• [YOUR OBJECTIVE]: Copy out each line of the material that includes the word "nowrap".

• [DATASET ENTRIES]:
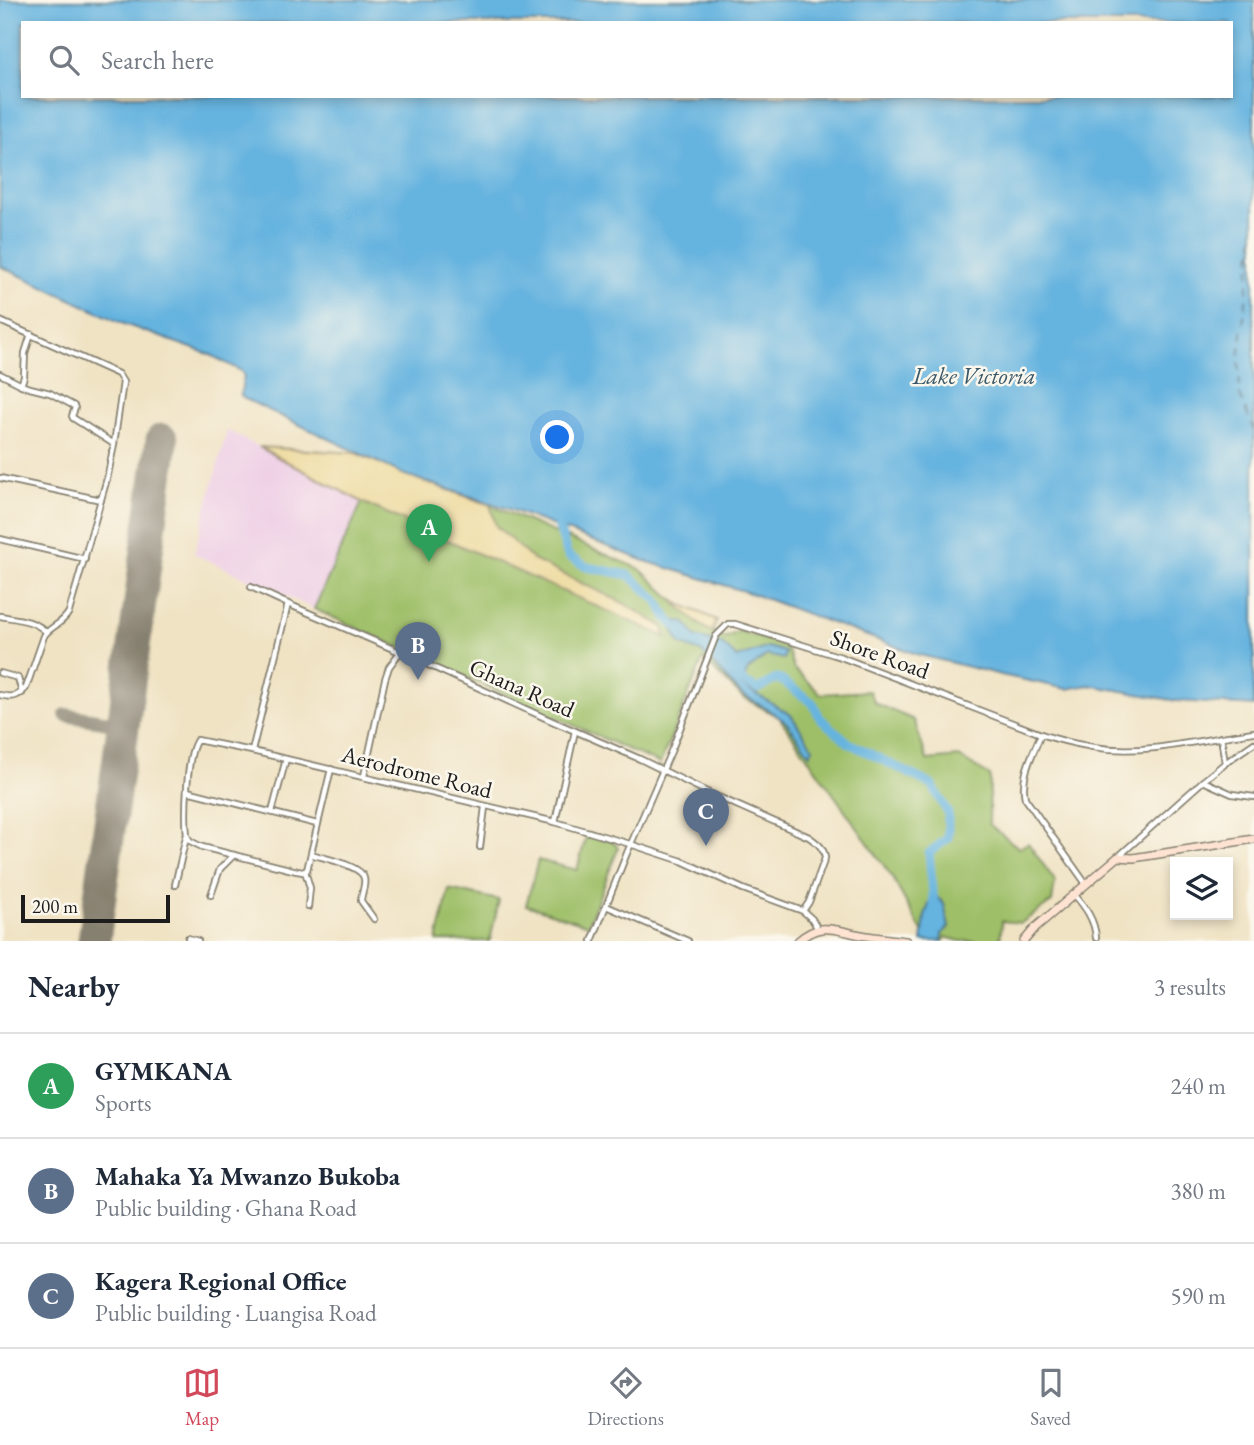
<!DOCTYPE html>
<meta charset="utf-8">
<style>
:root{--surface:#fff;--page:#f2f2f3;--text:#1f2937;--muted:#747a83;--line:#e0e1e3;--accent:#d1495b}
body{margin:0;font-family:"EB Garamond",serif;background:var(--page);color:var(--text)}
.controls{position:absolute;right:21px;bottom:21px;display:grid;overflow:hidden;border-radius:0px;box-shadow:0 4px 10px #0003}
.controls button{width:63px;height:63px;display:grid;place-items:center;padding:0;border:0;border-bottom:2px solid var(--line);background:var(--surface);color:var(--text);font:35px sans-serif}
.scale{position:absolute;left:21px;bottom:18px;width:149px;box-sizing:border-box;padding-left:7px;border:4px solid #1c1c1c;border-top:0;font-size:19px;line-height:24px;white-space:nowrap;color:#1c1c1c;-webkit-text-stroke:5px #fbf7ec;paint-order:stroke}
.you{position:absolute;left:558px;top:438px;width:24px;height:24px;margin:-18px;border:5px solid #fff;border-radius:50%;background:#1a73e8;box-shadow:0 0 0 10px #1a73e833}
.badge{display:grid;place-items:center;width:46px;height:46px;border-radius:50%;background:var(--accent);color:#fff;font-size:23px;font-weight:700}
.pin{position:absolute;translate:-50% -58px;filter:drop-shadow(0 2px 4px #0008)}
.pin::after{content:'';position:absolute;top:37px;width:24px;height:21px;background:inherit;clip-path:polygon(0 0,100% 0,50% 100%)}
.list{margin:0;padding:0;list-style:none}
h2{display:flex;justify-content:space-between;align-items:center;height:91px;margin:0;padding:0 28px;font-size:30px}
h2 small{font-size:23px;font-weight:400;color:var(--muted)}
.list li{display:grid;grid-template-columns:46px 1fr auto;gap:21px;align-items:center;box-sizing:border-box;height:105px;padding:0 28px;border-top:2px solid var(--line)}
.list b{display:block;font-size:26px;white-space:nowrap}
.list p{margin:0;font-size:23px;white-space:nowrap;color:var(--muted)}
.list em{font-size:23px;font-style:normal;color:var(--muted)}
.icon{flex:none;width:38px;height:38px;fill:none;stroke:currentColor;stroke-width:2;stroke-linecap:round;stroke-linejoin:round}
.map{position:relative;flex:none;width:1254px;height:941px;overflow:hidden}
.search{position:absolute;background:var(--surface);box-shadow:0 4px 10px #0003;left:21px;right:21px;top:21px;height:77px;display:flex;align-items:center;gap:18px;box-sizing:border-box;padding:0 24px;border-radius:0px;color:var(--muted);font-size:26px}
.sheet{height:406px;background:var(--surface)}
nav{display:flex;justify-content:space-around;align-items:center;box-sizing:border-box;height:98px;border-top:2px solid var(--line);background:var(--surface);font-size:19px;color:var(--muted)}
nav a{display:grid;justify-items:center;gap:4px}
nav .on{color:var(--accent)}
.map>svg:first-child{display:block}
.built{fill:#efd0e6}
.green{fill:#9ebf68;stroke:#5d6e42;stroke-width:2}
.sand{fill:#eeda9e;stroke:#857b5d;stroke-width:2}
.water{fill:#65b3df;stroke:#40687e;stroke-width:2;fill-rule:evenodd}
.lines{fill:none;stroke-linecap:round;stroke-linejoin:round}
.river{stroke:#65b3df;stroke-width:9}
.ferry{stroke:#39586a;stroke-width:2;stroke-dasharray:9 7;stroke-linecap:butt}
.taxiway{stroke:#868070;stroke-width:14}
.runway{stroke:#868070;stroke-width:33}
.street-casing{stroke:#868070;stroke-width:8}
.secondary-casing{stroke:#868070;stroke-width:10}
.street{stroke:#fff;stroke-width:4.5}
.secondary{stroke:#fee3d2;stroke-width:7}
.labels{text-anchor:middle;stroke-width:5;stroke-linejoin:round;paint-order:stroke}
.street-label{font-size:23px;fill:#1c1c1c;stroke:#fbf7ec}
.water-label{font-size:24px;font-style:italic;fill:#39586a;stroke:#fbf7ec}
</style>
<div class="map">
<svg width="1254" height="941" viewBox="0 0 1254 941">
<rect width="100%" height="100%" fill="#fbf7ec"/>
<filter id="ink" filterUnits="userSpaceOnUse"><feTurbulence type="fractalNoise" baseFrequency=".0143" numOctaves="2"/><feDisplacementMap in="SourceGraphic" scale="14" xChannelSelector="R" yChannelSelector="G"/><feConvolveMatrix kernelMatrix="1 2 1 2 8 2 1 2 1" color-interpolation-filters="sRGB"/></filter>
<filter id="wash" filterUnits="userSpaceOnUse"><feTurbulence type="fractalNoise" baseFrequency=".00686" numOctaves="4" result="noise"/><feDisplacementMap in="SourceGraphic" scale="28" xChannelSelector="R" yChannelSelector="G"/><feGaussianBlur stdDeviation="1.57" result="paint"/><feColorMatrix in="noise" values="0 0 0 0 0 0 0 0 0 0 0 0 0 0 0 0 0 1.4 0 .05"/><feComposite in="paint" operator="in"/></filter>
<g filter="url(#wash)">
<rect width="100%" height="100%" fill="#f0e3c4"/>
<path class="built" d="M 227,430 L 362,502 L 314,609 L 194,554 Z"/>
<g class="green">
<path d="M 362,502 L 665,636 L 662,626 L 623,603 L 533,560 L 496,526 L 490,505 L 640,569 L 699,624 L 725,638 L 739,631 L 786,646 L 794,669 L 821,694 L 869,691 L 875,703 L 914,720 L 927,760 L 959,757 L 990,776 L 989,824 L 1019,848 L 1028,843 L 1055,881 L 1052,902 L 1021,923 L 1002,921 L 1000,941 L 960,941 L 945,937 L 944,941 L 926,941 L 926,939 L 892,877 L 779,717 L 742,697 L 703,659 L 660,764 L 314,609 Z"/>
<path d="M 587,833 C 598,836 614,837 618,849 L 588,925 L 526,905 L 538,860 L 577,870 Z"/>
<path d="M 449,889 L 499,900 L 490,941 L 437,941 Z"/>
</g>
<g class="sand">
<path d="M 259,447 L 355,453 L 420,480 L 490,505 L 496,526 L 533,560 L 623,603 L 662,626 L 666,637 L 362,502 Z"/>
<path d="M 673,601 L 717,620 L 712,632 L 699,624 Z"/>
</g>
<g class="water">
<path d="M 0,0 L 1254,0 L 1254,706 L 1177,701 L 1089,685 L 1067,689 L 1001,675 L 916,654 L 753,594 L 645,561 L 515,511 L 405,475 L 245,399 L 241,396 L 241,392 L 244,376 L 241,371 L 211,355 L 124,324 L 0,266 ZM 23,23 L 1231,23 L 1231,96 L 23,96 Z"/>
<path d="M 668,619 L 686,623 L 696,637 L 722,644 L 737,658 L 768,647 L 785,652 L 784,659 L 767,655 L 748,670 L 741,685 L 791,715 L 813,748 L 810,754 L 786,722 L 767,709 L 741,694 L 703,653 L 680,644 Z"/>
<path d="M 933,893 L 944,904 L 949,927 L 942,934 L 942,941 L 922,941 L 925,915 Z"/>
</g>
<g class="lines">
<g class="river">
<path d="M 557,522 L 568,556 L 587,567 L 629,575 L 657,600 L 668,619 L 675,626"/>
<path d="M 737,672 L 743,682 L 758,689 L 778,678 L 813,703 L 820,718 L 849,743 L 932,785 L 948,813 L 948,838 L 929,853 L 934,904"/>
</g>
<path class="ferry" d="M 1254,235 L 1239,358 L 1240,395 L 1254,431"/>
<path class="taxiway" d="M 66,715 L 114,723"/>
<path class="runway" d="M 94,941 L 162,440"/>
</g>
</g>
<g filter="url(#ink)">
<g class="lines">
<defs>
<g id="street">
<path d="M 0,321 L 118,374 L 123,382 L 114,444 L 108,475 L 69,612 C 62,625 50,626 44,636 L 26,688 C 18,697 11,698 0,695"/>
<path d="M 0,374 L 26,387 L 50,393 L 74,406 L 75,408 L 72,416 L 73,418 L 114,444"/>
<path d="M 21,385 L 24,377 L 25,353 L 31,334"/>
<path d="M 0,478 L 101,500"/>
<path d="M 0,539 L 85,559"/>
<path d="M 251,587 L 288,604 L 393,649 L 552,721 L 640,759 L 707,792 L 809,837 C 817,843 824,847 825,858 L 809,902 L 803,911"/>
<path d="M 0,616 C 16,619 35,620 46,632"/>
<path d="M 0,673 L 18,678 L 22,693"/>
<path d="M 1041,734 C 1033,754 1020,776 1025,798 L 1086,884"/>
<path d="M 1221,737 L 1225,763"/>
<path d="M 252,751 L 288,604"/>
<path d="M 331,769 L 307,870 L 303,872 L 297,871 L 202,847 L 190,841 L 187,836 C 185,816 186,755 197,740 L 252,751 L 555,822 L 630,844 L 682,861 L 743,889 L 803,911 L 812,919 L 818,929"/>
<path d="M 364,776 L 385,679 L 389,667 L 400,652"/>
<path d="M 1203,781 L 1225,763 L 1254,743"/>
<path d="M 187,791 L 317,824"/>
<path d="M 272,812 L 286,759"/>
<path d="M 555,822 L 575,731"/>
<path d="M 480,847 L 485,807"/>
<path d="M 311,854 C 323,858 361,865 364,878 C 366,885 361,894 361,901 L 374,919"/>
<path d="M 1119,856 L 1203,781 L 1232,794 L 1254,797"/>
<path d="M 305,871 L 310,888 L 308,907"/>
<path d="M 175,885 L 186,837"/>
<path d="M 1074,894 C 1085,907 1095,920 1096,938"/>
<path d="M 211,895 L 220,869 L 234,855"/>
<path d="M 606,906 L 688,941"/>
<path d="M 188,938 L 198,941"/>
<path d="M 592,941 L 627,853 L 672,749 L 716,636 L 728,624 L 735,624 L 841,657 L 1041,734 C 1058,740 1075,744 1093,747 C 1147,756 1201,739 1254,732"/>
</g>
<g id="secondary">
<path d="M 798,941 C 821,921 835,930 861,935 C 876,938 891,939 906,941"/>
<path d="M 1024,941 L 1036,927 L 1118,857 L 1133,858 L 1254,839"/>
</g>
</defs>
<use href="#street" class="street-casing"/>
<use href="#secondary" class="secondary-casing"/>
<use href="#street" class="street"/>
<use href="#secondary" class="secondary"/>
</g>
</g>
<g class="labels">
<g class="street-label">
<text transform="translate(880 654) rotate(20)" y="8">Shore Road</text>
<text transform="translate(522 688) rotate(24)" y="8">Ghana Road</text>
<text transform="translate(417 772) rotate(14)" y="8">Aerodrome Road</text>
</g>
<g class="water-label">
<text x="974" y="384">Lake Victoria</text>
</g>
</g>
</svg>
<div class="controls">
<button><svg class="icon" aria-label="layers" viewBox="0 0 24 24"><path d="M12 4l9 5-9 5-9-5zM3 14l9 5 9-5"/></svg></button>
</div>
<div class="scale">200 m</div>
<div class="you"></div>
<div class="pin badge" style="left:429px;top:562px;background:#2e9e5b">A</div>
<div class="pin badge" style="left:418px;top:680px;background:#5c6f8a">B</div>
<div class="pin badge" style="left:706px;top:846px;background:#5c6f8a">C</div>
<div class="search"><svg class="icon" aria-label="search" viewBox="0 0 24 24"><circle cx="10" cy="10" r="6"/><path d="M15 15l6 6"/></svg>Search here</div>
</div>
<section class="sheet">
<h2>Nearby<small>3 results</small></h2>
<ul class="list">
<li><span class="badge" style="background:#2e9e5b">A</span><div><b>GYMKANA</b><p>Sports</p></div><em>240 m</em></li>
<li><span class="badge" style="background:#5c6f8a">B</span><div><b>Mahaka Ya Mwanzo Bukoba</b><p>Public building · Ghana Road</p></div><em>380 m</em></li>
<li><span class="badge" style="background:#5c6f8a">C</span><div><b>Kagera Regional Office</b><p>Public building · Luangisa Road</p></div><em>590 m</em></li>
</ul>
</section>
<nav>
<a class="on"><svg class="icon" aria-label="map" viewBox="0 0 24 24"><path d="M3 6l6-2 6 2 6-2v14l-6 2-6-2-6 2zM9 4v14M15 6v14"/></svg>Map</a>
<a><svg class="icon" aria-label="directions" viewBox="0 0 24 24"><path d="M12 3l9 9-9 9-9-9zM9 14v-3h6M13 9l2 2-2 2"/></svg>Directions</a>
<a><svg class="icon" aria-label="saved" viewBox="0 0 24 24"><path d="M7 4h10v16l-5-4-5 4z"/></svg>Saved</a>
</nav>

• [TASK RESPONSE]:
.scale{position:absolute;left:21px;bottom:18px;width:149px;box-sizing:border-box;padding-left:7px;border:4px solid #1c1c1c;border-top:0;font-size:19px;line-height:24px;white-space:nowrap;color:#1c1c1c;-webkit-text-stroke:5px #fbf7ec;paint-order:stroke}
.list b{display:block;font-size:26px;white-space:nowrap}
.list p{margin:0;font-size:23px;white-space:nowrap;color:var(--muted)}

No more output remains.